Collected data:
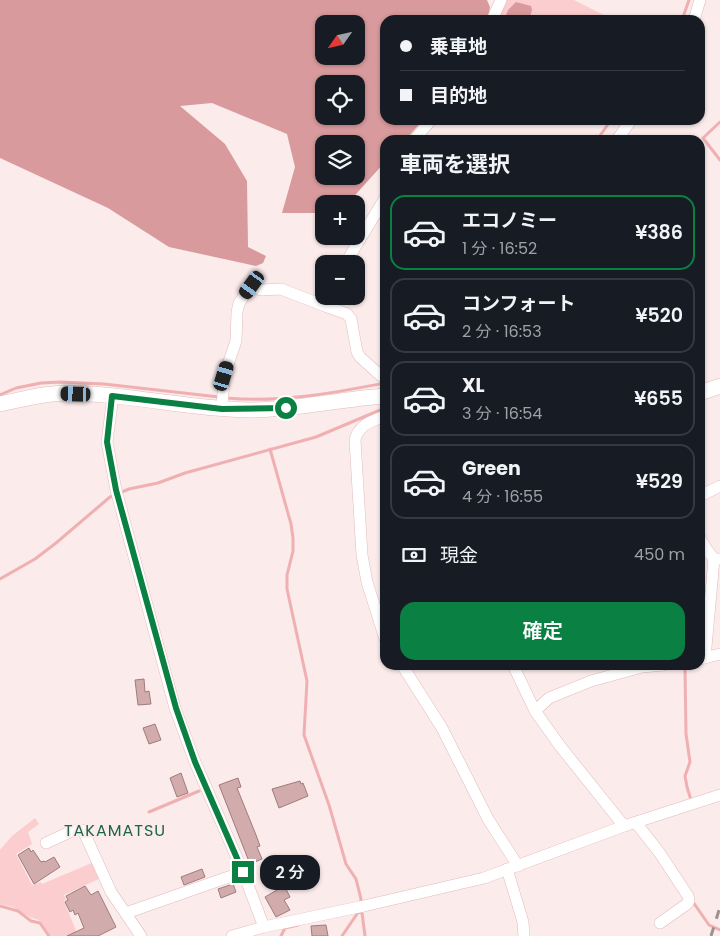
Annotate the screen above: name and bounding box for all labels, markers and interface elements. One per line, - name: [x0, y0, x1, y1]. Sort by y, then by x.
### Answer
- north arrow: [315, 15, 365, 65]
- map controls: [315, 15, 365, 305]
- text: 乗車地: [430, 33, 487, 60]
- button: locate: [315, 75, 365, 125]
- text: 目的地: [430, 82, 487, 109]
- button: layers: [315, 135, 365, 185]
- text: 車両を選択: [400, 149, 510, 180]
- button: +: [315, 195, 365, 245]
- text: エコノミー: [462, 207, 557, 234]
- icon: car: [402, 210, 447, 255]
- text: ¥386: [635, 219, 683, 246]
- text: 1 分 · 16:52: [462, 237, 537, 260]
- button: −: [315, 255, 365, 305]
- car: [237, 268, 266, 302]
- text: コンフォート: [462, 290, 575, 317]
- icon: car: [402, 293, 447, 338]
- text: ¥520: [635, 302, 683, 329]
- text: 2 分 · 16:53: [462, 320, 542, 343]
- car: [212, 359, 235, 393]
- text: XL: [462, 372, 485, 399]
- icon: car: [402, 376, 447, 421]
- text: ¥655: [634, 385, 683, 412]
- car: [60, 386, 91, 402]
- route start: [275, 397, 297, 419]
- text: 3 分 · 16:54: [462, 402, 542, 425]
- text: Green: [462, 455, 521, 482]
- icon: car: [402, 459, 447, 504]
- text: ¥529: [636, 468, 683, 495]
- text: 4 分 · 16:55: [462, 485, 543, 508]
- icon: cash: [400, 541, 428, 569]
- text: 現金: [440, 542, 478, 569]
- text: 450 m: [634, 543, 685, 566]
- button: 確定: [400, 602, 685, 660]
- district label: TAKAMATSU: [64, 819, 166, 842]
- callout: 2 分: [260, 854, 320, 890]
- route end: [232, 861, 254, 883]
- text: 2 分: [276, 861, 305, 884]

◆ TASK REQUIREMENTS
What must be returned is a bare number, the count of lines in the entries holding the string "route".

◆ RESULT OF THE EXERCISE
2